Errors of omission in Home Office statistical releases

There is still room for improvement in the statistical sophistication of Home Office press releases, but very few are as bad as the notorious “knife crime” release issued on 11 December 2008.

That is the conclusion of a review by the Home Office's own Surveys, Design and Statistics Subcommittee, which set the bar high in rating 203 press releases issued in the months February to September 2008 and the same period in 2009.
 
The aim was to see if the censure issued in January 2009 by the UK Statistics Authority after the knife crime row had led to an improvement in the reporting standards, by comparing comparable periods before and after the censure was issued. The study was powered to detect a one third reduction in the numbers of omitted supporting details in press releases.
 
A list of 29 omissions (lacunae) was prepared, against which the press releases were judged. The possible lacunae included issues such as publishing current numbers, but no previous numbers to compare them against; claiming a percentage change but including no actual numbers; claiming success in a policy without numbers to back the claim; missing methodology; claiming a trend without presenting evidence; and failing to define terms sufficiently.
 
Assessors were randomised into pairs, and each pair to four out of the eight months in each period.

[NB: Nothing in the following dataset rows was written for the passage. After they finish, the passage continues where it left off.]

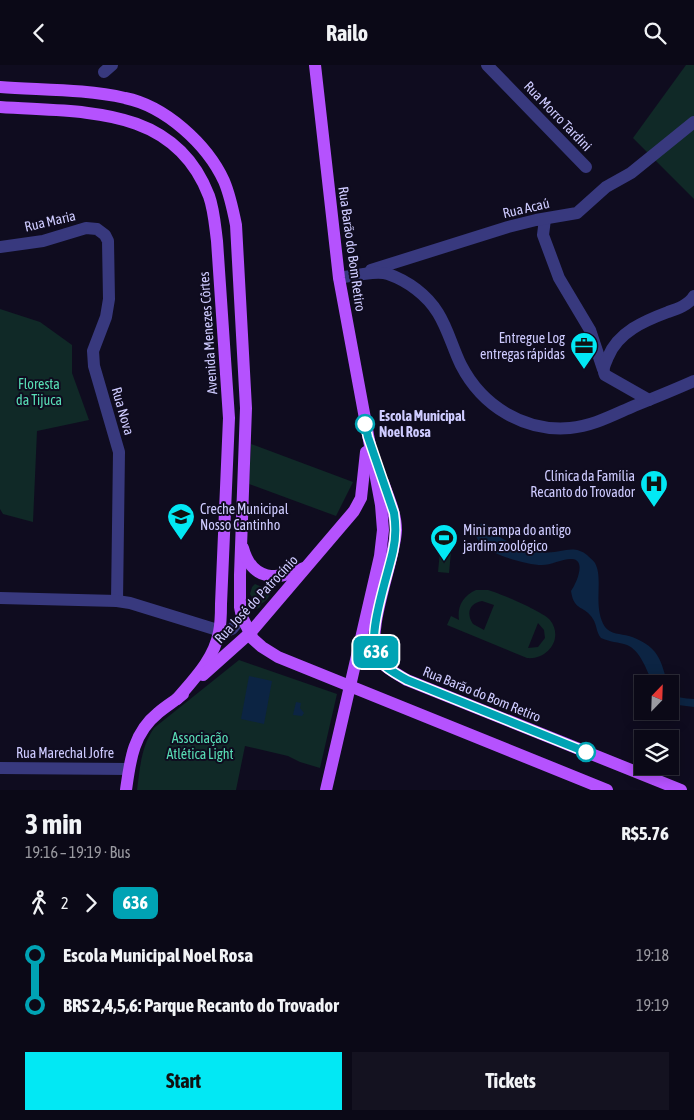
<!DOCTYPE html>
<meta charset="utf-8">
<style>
:root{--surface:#0b0917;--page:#141220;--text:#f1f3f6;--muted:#9a9aa1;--line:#2b2a36;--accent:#02e8f4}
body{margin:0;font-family:"Asap Condensed",sans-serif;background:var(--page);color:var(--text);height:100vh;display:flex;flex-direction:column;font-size:19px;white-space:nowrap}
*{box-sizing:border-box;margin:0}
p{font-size:16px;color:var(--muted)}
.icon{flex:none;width:28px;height:28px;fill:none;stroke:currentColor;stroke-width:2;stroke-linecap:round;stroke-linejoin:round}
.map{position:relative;height:725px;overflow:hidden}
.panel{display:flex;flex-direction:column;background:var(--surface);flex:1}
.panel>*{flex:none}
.badge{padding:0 10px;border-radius:8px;font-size:18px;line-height:32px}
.needle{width:32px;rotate:23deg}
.fabs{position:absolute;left:634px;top:610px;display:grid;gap:10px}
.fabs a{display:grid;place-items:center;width:45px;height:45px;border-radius:0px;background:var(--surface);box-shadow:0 2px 12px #0003,0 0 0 1px var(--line);font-size:25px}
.map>.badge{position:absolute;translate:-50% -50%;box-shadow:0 0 0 2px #fff}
.legs{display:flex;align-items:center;gap:8px;height:55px;padding:0 25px;font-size:16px}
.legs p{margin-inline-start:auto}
.head{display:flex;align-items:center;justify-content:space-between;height:85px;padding:0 25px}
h1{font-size:28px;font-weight:700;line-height:38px}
.cta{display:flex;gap:10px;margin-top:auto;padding:10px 25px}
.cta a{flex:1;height:58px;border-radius:0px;background:var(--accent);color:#111;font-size:20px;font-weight:700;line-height:58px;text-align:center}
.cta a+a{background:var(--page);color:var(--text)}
ul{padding:0 25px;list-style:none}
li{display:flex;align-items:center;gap:18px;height:50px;font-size:19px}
li i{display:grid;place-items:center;width:8px;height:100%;margin:0 6px;background:currentColor}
li i::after{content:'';width:12px;height:12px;margin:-6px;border:4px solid;border-radius:50%;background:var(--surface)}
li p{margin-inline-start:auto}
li:first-child i{background:linear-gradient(#0000 50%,currentColor 0)}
li:last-child i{background:linear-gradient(currentColor 50%,#0000 0)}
header{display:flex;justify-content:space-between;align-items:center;height:65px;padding:0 25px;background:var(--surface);font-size:22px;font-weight:700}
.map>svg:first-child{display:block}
.green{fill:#102927;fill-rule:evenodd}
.water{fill:#0c2443}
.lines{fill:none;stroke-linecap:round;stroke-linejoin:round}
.minor{stroke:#38397e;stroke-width:12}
.major{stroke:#b552fe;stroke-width:12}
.line-1-casing{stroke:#fff;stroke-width:11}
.line-1{stroke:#00a3b4;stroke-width:8}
.stop-1-dot{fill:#fff;stroke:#00a3b4;stroke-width:2.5}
.labels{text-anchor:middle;stroke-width:4;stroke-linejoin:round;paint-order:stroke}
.street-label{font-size:14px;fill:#cecbff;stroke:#0f0c1f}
.poi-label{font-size:14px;fill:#cecbff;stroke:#0f0c1f;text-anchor:end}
.park-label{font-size:14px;fill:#58ddb5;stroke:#0f0c1f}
.stop-label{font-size:14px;font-weight:bold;fill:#cecbff;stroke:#0f0c1f;text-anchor:start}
</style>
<header><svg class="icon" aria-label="back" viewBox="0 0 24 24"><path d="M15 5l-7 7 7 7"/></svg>Railo<svg class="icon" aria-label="search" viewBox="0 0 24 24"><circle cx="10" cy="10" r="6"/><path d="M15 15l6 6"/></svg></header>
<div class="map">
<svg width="694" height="725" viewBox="0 0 694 725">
<rect width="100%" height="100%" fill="#0f0c1f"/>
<!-- green -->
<g class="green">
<polygon points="686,0 694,0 694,134 633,73"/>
<polygon points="0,244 40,257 72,280 72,308 89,355 37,366 33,457 3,449 0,444"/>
<polygon points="251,379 353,417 336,451 249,419"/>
<polygon points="440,486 451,487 449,508 438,507"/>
<path d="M255,519l16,7c-2,6 -4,10 -10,13l-1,3 -3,2 -7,-9 2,-3 -2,-3 2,-7z"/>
<path d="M476,525c4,0 8,0 12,0 11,3 56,22 62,30 14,18 -2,40 -23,38l-80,-33 4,-9 8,4c-2,-14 4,-24 17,-30zM482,536l12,4 -10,25 -11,-6c-7,-10 -4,-21 9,-23zM538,558l6,7 1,8 -7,9 -10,1z"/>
<path d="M239,595l98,34 -17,74 -20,-6 -12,-6 -43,-10 -9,44h-99c3,-22 4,-43 17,-62z"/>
</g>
<!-- water -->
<g class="water">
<path d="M482,458c9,2 13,11 21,16 11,6 27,10 40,13 16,3 29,-9 44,3 2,2 6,5 8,8 9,16 -3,44 10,64 5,7 16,7 24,9 10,3 23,10 28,19 6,9 7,19 11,29h-15c-6,-13 -12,-33 -26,-39 -8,-3 -18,-3 -26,-7 -5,-6 -4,-13 -8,-19 -8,-14 -19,-7 -22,-28 5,-7 16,-31 1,-32 -8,-1 -21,6 -30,6 -15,0 -48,-10 -59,-19 -5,-5 -8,-10 -8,-17z"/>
<polygon points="249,611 272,616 264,659 241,654"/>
<path d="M670,625c6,9 14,8 24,9v8l-24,-3z"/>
<polygon points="296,637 301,638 300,643 304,648 302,651 293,650"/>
</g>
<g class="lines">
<!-- minor -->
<g class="minor">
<polyline points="487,0 586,102"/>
<polyline points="104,7 112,0"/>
<polyline points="545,154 543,170 559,213 590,265 603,304"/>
<polyline points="0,182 43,176 86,163 97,164 105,170 108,176 109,234 106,252 93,286 94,301 119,387 117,536"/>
<polyline points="371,205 508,162 536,155 577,148 606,122 631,108 694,57"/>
<path d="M339,213c13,-2 37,-8 49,-4 20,7 39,21 50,39 10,16 15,36 23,52 21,41 63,67 109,63 23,-2 43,-13 64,-22 20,-8 40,-16 60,-25"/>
<path d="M649,335l-44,-25c-3,-6 0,-11 3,-18 10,-25 36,-36 60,-45 9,-3 21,-7 26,-16"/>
<polyline points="0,533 117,536 130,538 224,567 232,564 242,552"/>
<polyline points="0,703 129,704"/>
</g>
<!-- major -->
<g class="major">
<polyline points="315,0 339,213 381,440 383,465 380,491 326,725"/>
<path d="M0,22c40,3 86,2 125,11 40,8 82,46 99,83 6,14 9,29 12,44l10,183 -6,167v32l2,10 11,22 9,8 16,10 329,133"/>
<path d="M0,42c81,6 174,-3 209,89 5,14 6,30 8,45l12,177 -8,186c0,9 0,19 -2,28 -5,27 -25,47 -42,67"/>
<path d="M383,417c5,15 13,31 13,48 -1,31 -32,102 -18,127 6,11 19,17 29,23l274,110"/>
<path d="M243,483c9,33 34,33 61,20"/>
<polyline points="203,610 250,568 354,446 361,433 366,387"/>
<path d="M126,725c4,-29 7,-57 32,-77 8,-7 17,-12 25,-19"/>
</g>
</g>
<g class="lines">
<defs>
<path id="line-1" d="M365,359l3,13 26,76c2,13 2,25 -1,38 -5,24 -27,85 -16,106 7,11 20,17 30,23l179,72"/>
</defs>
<!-- line-1 casing -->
<use href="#line-1" class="line-1-casing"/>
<!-- line-1 -->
<use href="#line-1" class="line-1"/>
</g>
<!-- icons -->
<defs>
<symbol id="office-pin" viewBox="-11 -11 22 30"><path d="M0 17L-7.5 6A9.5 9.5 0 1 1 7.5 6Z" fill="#02e8f4" stroke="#0f0c1f"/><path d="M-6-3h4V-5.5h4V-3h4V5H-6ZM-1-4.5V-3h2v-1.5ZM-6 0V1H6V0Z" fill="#111"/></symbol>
<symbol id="hospital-pin" viewBox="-11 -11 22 30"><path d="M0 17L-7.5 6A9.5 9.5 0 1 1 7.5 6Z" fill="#02e8f4" stroke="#0f0c1f"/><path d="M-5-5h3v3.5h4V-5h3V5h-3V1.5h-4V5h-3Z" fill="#111"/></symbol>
<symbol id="school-pin" viewBox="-11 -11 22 30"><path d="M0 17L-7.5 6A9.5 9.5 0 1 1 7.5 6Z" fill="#02e8f4" stroke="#0f0c1f"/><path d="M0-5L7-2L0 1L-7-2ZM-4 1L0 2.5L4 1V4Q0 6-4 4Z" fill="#111"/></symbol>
<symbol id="stadium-pin" viewBox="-11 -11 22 30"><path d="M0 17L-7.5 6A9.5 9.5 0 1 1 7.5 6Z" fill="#02e8f4" stroke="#0f0c1f"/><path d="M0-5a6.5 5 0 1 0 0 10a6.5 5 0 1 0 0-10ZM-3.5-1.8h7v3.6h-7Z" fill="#111"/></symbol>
</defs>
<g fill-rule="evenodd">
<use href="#office-pin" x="568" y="265" width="32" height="43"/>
<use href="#hospital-pin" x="638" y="403" width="32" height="43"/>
<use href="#school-pin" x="165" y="436" width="32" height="43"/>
<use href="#stadium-pin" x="428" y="457" width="32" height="43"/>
</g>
<!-- markers -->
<g class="stop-1-dot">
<circle cx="365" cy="359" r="9"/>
<circle cx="586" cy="687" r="9"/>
</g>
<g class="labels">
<!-- street labels -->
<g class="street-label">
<text transform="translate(558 51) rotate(46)" y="5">Rua Morro Tardini</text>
<text transform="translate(526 143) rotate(-13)" y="5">Rua Acaú</text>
<text transform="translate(50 156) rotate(-13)" y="5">Rua Maria</text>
<text transform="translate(352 184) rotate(82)" y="5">Rua Barão do Bom Retiro</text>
<text transform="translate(208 268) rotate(-94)" y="5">Avenida Menezes Côrtes</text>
<text transform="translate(123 346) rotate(74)" y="5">Rua Nova</text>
<text transform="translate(256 534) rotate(-47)" y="5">Rua José do Patrocínio</text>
<text transform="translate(482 629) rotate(22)" y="5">Rua Barão do Bom Retiro</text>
<text x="65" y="693">Rua Marechal Jofre</text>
</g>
<!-- poi labels -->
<g class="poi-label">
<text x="565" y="278">Entregue Log<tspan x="565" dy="16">entregas rápidas</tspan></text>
<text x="635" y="416">Clínica da Família<tspan x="635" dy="16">Recanto do Trovador</tspan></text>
<text x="200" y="449" text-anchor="start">Creche Municipal<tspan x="200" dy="16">Nosso Cantinho</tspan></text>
<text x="463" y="470" text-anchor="start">Mini rampa do antigo<tspan x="463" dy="16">jardim zoológico</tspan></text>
</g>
<!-- park labels -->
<g class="park-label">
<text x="39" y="324">Floresta<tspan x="39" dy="16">da Tijuca</tspan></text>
<text x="200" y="678">Associação<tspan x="200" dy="16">Atlética Light</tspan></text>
</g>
<!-- stop labels -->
<g class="stop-label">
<text x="379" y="356">Escola Municipal<tspan x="379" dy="16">Noel Rosa</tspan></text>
</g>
</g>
</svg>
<div class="fabs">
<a><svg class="needle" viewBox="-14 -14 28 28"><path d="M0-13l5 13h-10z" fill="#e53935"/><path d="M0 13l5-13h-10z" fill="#9a9aa1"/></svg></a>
<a><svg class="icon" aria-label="layers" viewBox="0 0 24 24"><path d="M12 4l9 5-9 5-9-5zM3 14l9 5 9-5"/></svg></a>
</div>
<b class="badge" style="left:376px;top:587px;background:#00a3b4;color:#fff">636</b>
</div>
<section class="panel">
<div class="head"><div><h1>3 min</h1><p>19:16 – 19:19 · Bus</p></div><b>R$5.76</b></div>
<div class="legs"><svg class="icon" aria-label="walk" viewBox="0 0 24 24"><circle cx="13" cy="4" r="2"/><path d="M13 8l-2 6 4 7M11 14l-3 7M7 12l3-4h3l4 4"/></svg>2<svg class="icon" aria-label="forward" viewBox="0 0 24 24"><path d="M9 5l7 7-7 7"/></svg><b class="badge" style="background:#00a3b4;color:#fff">636</b></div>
<ul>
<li><i style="color:#00a3b4"></i><b>Escola Municipal Noel Rosa</b><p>19:18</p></li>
<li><i style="color:#00a3b4"></i><b>BRS 2,4,5,6: Parque Recanto do Trovador</b><p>19:19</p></li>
</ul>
<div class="cta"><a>Start</a><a>Tickets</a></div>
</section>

Pairmates were consistent in their recording of the number of lacunae.
 
The conclusion was that 40 per cent of press releases (82 out of 203) had no statistical omissions, while the other 60 per cent did. This did not mean, the report says, that the statistics in the releases were wrong, but that their presentation fell short of best practice. For the 60 per cent, the average number of lacunae was 2.7, and only 13 had six or more.
 
None of the 203 had as many as the knife-crime press release and accompanying fact sheet, which were scored as having 34 lacunae. So the study did show that it was exceptional.
 
However, it failed to show any change between 2008 and 2009. Mean counts were 1.7 lacunae per press release for 78 releases in 2008 (standard deviation 3.5)  and 1.5 per press release (sd 1.8) for 125 in 2009.
 
The committee prepared a simplified list of statistical errors of omission  categorised into four categories, A,B, C and D. The table below lists them and the number of press releases that failed the test in each case. The first three categories (ABC) include the top eight errors identified, so getting them right should be more than enough to achieve a one-third reduction in omissions. Category D is included because selective citation is so undermining of trust.
 
           
 
Should the Home Office statisticians and press officers feel at all sore at these conclusions they can console themselves by reading a report in the March 27 BMJ by Sally Hopewell of the Centre for Statistics in Medicine at Oxford and colleagues of the quality of reporting of randomised control trials in medical journals in 2000 and 2006. (BMJ 340, p697, 27 March).
 
They found that, despite the existence of guidelines on reporting results, many published papers fall woefully short. Only 53 per cent in 2006 (324 out of 616) reported the primary outcome; 45 per cent the sample size calculation; 34 per cent the method of random sequence generation; 25 per cent allocation concealment; and 25 per cent blinding details.
 
While this was an improvement on the 2000 scores, “the quality of reporting remains well below an acceptable level” the team concludes.
 
The study is itself be open to at least one criticism, however, since the assessments of the 2000 and 2006 papers were made by different teams of reviewers. What, no randomisation? Tut tut.
 
Competing interests: Sheila Bird, a director of Straight Statistics, chaired the sub-committee responsible for the report on Home Office press releases.